Experimental results


Datasets

Our template databases are drawn from proteins in the protein databank (PDB). For comparison to state-of-the-art methods we use benchmark CASP datasets. All 129 proteins of the CASP10 dataset, all 105 proteins of the CASP11 dataset, all 55 proteins of the CASP12 dataset, and all 49 of the CASP13 dataset were used in our evaluation.
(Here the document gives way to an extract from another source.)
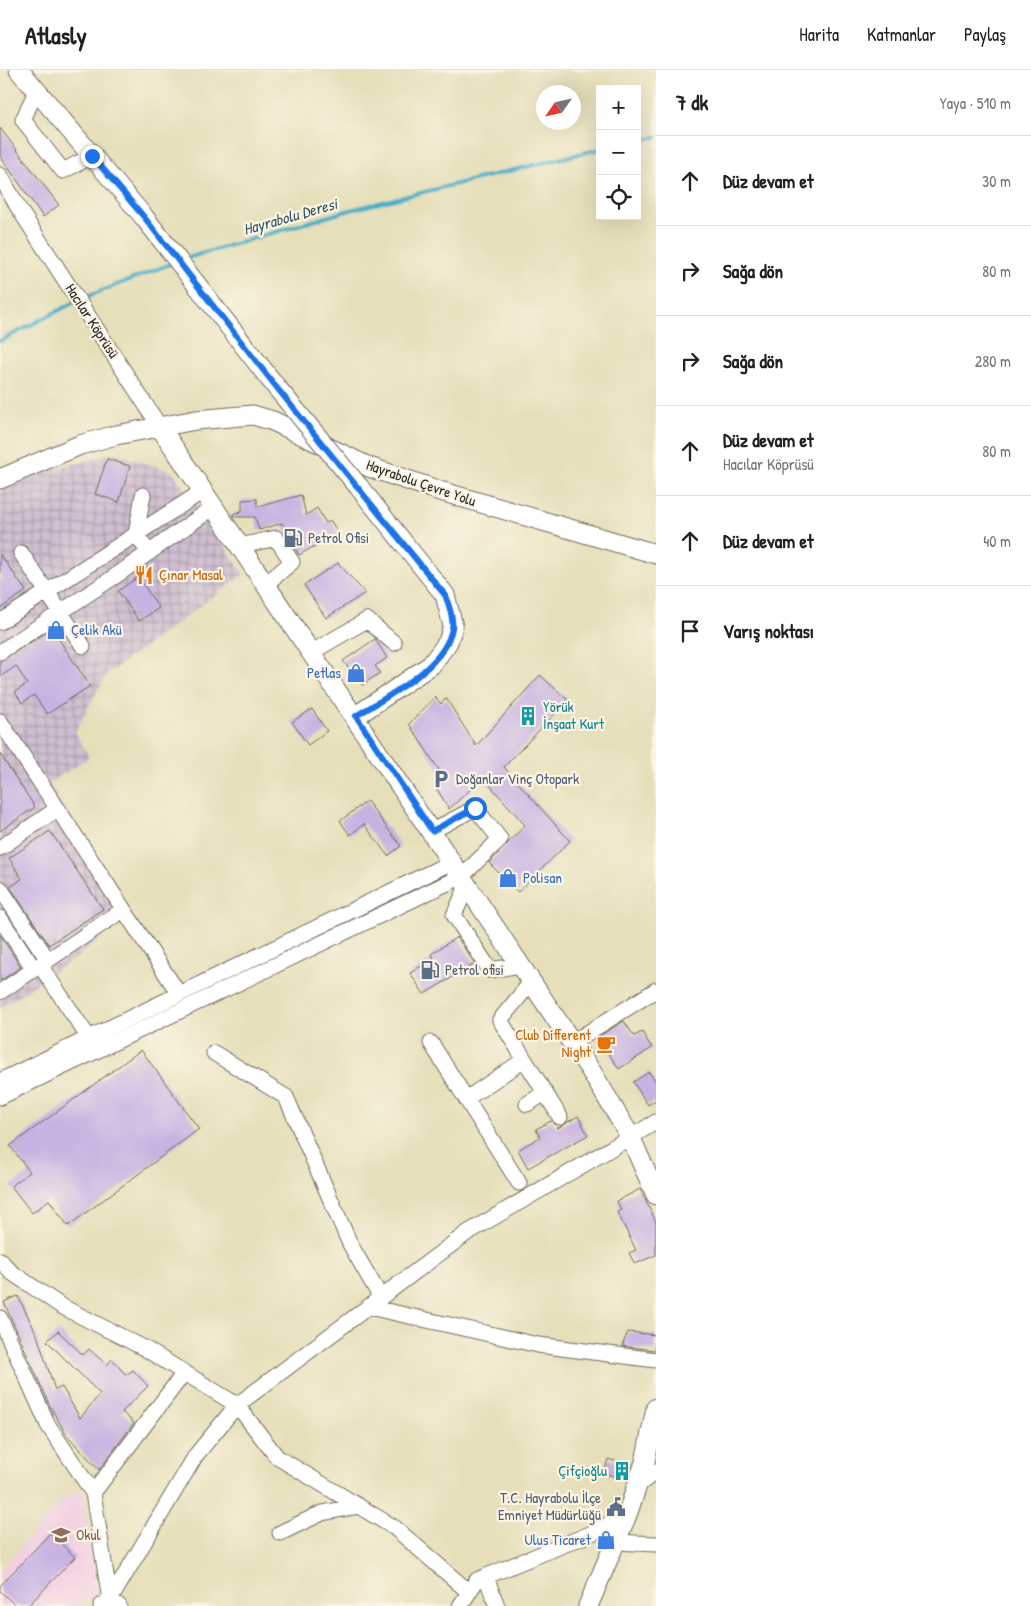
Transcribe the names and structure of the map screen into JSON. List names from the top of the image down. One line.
{"streets":{"main road":["Hayrabolu Çevre Yolu"],"street":["Hacılar Köprüsü"]},"crossings":[["Hacılar Köprüsü","Hayrabolu Çevre Yolu"]],"water":["Hayrabolu Deresi"],"places":{"fuel station":["Petrol Ofisi","Petrol ofisi"],"restaurant":["Çınar Masal"],"shop":["Çelik Akü","Petlas","Polisan","Ulus Ticaret"],"building":["Yörük İnşaat Kurt","Çifçioğlu"],"parking":["Doğanlar Vinç Otopark"],"cafe":["Club Different Night"],"public building":["T.C. Hayrabolu İlçe Emniyet Müdürlüğü"],"school or university":["Okul"]},"north":"bottom left","page":{"header":"Atlasly","nav":["Harita","Katmanlar","Paylaş"],"heading":["7 dk","Yaya · 510 m"],"map_buttons":["+","−"],"list":[["Düz devam et","30 m"],["Sağa dön","80 m"],["Sağa dön","280 m"],["Düz devam et","Hacılar Köprüsü","80 m"],["Düz devam et","40 m"],"Varış noktası"]}}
The yearly datasets contain a random subset of proteins deposited into PDB each year from 2014 to 2019 (called PDB2014, ..., PDB2019), except PDB2019, which contains all proteins deposited between January 1, 2019 and May 15, 2019.


Accuracy

Hybridization combines the strengths of template- and non-template- based tools. Template-based methods predict accurately when a close template match is found, while non-template-based tools predict well consistently and generalize to new data. With hybridization, we achieve a more robust, higher-accuracy tool than either single tool. Nnessy is the template-based tool in every hybrid, because the hybrid approach needs an accuracy estimator, which other template-based tools lack. The best hybrid method outperforms all other tools by more than 3% on every evaluation dataset, and by more than 10% on CASP13 and PDB2019. Hybridization also raises the accuracy of Nnessy substantially, around 15% on average for the CASP datasets.


Running time

The core method of Nnessy circumvents a traditional homology search, offering a speedup over a PSI-BLAST search of large protein sequence databases. We measured the processing time for proteins in the CASP datasets, and Nnessy takes 1.4 seconds per residue, or on average 5 minutes to process a 200-length protein. PSI-BLAST over Uniref50 (used by SSpro) takes 2.7 seconds per residue, or on average 9 minutes to process a 200-length protein. PSI-BLAST over Uniref90 (used by PSIPRED) takes 9.6 seconds per residue, or 32 minutes on a 200-length protein. Our current implementation is nearly twice as fast as SSpro, and over six times faster than PSIPRED. The nearest neighbor searches of Nnessy are readily parallelized by distributing queries to separate jobs.

Source code

Source code for Nnessy along with documentation is available on GitHub.